Sorj Chalandon – Le Livre de Kells

Par Yvantilleuil

J’ai toujours aimé la manière dont Sorj Chalandon (« Mon traître », « Le jour d’avant », « Enfant de salaud », « ») parvient à coller sa colère et son indignation aux mots, permettant ainsi à ses phrases de véhiculer beaucoup d’émotion et de sincérité tout en conservant leur sobriété. En apprenant que dans ce douzième roman l’écrivain évoquait sa vie de SDF à 17 ans, je n’ai pas vraiment hésiter à lui emboîter le pas dans la rue, celle qui isole, qui abandonne et qui détruit les plus démunis… mais heureusement pas toujours… parfois la main qui se tend n’est pas celle qui quémande la petite pièce qui permettra d’endormir la faim, mais celle qui aide le malheureux à se relever dans un geste que l’on nommera volontiers solidarité !

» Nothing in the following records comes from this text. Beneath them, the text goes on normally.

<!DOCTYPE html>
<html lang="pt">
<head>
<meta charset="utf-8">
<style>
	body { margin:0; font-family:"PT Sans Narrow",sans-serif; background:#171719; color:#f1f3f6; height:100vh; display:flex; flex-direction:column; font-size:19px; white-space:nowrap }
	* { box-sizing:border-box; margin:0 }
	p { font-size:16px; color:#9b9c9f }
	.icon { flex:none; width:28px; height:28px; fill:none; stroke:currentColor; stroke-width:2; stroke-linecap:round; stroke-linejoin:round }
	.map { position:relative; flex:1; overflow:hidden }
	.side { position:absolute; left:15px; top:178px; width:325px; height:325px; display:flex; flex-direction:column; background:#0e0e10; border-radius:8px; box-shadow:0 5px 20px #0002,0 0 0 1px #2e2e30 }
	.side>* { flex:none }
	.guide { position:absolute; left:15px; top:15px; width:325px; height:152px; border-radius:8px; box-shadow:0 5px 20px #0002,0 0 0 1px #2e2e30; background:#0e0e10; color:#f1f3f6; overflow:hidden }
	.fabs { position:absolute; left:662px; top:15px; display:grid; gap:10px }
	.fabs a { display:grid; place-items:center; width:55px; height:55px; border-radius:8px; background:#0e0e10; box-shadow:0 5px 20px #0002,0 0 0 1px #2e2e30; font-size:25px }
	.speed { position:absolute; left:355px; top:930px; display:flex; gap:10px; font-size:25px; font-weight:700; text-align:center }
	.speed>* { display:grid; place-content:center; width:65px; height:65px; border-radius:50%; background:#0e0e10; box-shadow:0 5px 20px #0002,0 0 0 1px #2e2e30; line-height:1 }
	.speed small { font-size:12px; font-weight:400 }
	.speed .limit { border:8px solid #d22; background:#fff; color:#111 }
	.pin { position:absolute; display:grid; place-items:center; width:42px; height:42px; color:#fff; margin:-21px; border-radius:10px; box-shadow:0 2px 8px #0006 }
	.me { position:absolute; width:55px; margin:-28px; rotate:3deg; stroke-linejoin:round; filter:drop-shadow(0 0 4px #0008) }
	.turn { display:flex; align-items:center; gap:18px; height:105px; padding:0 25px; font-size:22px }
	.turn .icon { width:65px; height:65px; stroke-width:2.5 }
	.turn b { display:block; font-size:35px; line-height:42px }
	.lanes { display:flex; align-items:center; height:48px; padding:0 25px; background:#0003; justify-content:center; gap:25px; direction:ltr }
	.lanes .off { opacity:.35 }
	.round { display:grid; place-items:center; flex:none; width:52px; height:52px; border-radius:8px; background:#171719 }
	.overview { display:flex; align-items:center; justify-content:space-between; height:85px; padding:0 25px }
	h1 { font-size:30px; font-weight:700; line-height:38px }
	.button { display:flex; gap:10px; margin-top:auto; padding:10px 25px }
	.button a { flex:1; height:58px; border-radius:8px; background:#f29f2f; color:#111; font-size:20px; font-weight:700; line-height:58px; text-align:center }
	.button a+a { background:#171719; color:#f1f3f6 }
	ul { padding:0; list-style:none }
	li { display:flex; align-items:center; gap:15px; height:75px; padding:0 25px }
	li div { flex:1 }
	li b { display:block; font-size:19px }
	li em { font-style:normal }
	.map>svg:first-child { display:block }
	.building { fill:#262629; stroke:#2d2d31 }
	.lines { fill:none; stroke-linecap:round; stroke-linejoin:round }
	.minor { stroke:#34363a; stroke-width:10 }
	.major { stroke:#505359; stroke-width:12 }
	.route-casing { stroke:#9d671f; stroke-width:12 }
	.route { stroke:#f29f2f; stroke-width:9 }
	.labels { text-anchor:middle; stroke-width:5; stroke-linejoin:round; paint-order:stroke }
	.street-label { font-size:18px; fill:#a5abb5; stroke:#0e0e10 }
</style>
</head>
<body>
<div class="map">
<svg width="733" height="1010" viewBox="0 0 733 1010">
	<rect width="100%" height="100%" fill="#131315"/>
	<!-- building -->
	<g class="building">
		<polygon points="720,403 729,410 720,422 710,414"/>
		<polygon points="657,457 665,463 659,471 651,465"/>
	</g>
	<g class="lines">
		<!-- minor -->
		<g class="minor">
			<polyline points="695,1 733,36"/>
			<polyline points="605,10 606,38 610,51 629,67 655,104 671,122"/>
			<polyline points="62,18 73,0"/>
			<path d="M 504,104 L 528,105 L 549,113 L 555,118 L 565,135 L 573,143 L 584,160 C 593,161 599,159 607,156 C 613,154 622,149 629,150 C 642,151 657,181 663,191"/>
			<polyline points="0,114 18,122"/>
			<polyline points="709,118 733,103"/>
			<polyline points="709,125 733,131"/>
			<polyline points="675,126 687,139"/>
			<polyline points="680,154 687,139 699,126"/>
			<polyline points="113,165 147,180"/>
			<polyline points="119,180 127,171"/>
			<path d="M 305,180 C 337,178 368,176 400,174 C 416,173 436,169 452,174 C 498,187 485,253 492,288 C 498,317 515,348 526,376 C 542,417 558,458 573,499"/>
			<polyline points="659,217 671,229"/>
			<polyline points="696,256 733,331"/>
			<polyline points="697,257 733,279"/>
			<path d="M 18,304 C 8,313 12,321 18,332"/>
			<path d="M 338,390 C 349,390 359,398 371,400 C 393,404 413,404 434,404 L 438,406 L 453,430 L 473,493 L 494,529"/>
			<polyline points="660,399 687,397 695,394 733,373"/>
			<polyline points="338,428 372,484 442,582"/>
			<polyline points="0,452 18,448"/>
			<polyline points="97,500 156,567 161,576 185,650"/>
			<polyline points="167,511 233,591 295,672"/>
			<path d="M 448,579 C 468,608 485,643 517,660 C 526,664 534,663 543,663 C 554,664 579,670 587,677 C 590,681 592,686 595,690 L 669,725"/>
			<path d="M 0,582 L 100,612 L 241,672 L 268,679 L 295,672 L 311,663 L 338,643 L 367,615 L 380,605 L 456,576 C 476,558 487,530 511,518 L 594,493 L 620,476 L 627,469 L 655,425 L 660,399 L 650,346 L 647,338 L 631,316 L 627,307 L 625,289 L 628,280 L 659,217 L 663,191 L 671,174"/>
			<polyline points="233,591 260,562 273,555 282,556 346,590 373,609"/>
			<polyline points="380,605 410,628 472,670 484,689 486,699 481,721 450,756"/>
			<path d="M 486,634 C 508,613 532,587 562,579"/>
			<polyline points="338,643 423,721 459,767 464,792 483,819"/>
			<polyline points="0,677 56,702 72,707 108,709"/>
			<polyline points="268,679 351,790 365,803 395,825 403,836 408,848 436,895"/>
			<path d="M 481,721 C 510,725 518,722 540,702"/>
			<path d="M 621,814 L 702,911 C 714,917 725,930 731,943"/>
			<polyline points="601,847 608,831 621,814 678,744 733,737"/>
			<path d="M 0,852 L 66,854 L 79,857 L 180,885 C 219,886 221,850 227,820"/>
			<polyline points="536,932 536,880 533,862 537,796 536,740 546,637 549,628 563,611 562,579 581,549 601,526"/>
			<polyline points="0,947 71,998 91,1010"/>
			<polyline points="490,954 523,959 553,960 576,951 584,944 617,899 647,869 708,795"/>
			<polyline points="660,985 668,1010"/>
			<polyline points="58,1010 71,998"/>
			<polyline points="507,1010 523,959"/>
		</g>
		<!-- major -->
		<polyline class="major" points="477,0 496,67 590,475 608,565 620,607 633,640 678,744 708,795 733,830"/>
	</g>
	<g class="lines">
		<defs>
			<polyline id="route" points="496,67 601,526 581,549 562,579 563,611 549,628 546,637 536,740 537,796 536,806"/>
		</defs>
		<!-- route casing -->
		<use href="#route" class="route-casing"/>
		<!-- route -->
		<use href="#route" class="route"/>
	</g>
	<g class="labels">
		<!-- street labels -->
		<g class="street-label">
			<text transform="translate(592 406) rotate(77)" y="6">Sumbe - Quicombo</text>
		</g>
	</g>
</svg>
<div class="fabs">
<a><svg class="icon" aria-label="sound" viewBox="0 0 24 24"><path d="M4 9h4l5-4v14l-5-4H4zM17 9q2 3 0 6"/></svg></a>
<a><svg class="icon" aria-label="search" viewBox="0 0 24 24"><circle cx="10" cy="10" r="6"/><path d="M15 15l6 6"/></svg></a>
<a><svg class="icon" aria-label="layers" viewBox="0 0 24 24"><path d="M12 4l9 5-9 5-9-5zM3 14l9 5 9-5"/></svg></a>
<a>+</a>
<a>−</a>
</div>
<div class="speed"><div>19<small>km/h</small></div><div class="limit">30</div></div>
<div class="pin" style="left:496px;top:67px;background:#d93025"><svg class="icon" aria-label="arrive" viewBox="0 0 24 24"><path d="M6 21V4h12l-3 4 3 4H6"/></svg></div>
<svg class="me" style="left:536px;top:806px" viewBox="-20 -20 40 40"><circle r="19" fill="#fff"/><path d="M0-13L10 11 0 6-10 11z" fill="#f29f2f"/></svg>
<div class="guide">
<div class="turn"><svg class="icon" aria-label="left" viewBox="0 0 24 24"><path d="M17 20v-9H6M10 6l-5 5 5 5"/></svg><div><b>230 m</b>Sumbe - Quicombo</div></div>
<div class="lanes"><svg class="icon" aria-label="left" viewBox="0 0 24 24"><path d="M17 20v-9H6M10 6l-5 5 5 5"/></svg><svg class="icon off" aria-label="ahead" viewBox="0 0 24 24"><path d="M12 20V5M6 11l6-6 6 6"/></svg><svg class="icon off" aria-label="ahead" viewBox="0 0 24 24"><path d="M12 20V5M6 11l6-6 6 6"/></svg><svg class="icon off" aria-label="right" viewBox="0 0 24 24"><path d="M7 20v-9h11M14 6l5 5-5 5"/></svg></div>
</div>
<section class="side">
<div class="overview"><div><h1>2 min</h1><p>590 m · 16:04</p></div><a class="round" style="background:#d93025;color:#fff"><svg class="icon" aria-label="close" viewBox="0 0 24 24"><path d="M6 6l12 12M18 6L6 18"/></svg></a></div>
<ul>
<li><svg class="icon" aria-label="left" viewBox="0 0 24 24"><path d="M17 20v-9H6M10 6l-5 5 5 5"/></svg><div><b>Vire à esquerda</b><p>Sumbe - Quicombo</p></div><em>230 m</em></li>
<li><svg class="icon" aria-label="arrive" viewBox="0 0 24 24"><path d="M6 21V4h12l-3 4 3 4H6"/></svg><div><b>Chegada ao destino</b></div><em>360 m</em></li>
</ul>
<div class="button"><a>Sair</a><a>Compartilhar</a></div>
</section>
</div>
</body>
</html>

Tout débute donc à 17 ans, le moment clé de sa vie où il décide non seulement de quitter Lyon, mais surtout « l’Autre », ce père violent, raciste et mythomane. Un saut dans l’inconnu, vers une nouvelle vie qu’il démarre armé d’un nouveau nom, Kells. Un saut qui prend très vite l’allure d’une chute inéluctable au cœur de cette capitale française que certains surnomment certes la ville lumière, mais qui dévoile très vite ses côtés les plus sombres. Une visite de Paris qui semble issue du guide du pauvre, invitant à séjourner sur des bancs inconfortables ou dans des caves humides, sans oublier les passages obligatoires par la faim et froid. Une errance qui avait tout pour mal finir… jusqu’au jour où des militants de la Gauche prolétarienne lui tendent subitement la main, lui offrant non seulement un toit et des études, mais également une fraternité et une cause à embrasser.  

Le roman s’ancre au tout début des années 1970, situant la renaissance de Sorj Chalandon au même moment que ma propre genèse. En restituant la crasse des trottoirs parisiens et l’effervescence d’une extrême gauche qui rêve d’égalité et de solidarité, l’auteur transforme très vite la ville en personnage à part entière, tout en décrivant avec grand brio et beaucoup de vécu la réalité au quotidien des sans abri. Des bains publics aux nuits à l’abri d’un porche, en passant par la manche pour une baguette, le lecteur accompagne cette errance avec un mélange d’émotion et de révolte… jusqu’au passage de la survie quotidienne à l’engagement, à l’apprentissage du monde et à l’éveil politique. Même si la partie consacrée au militantisme ne m’intéresse pas vraiment à la base, j’ai suivi l’éveil de Kells avec le cœur et le poing serrés.   

Sans adhérer à la cause, je me suis donc inévitablement attaché à ce personnage qui se construit progressivement une identité, passant d’enfant battu à fugueur, puis à militant. Le tout servi à merveille par cette sincérité vibrante qui caractérise la plume de Sorj Chalandon. Un texte débordant de justesse et dénué de pathos, sorti des entrailles d’un auteur ayant connu la honte de la rue, mais qui déroule l’intime sans rechercher l’héroïsme.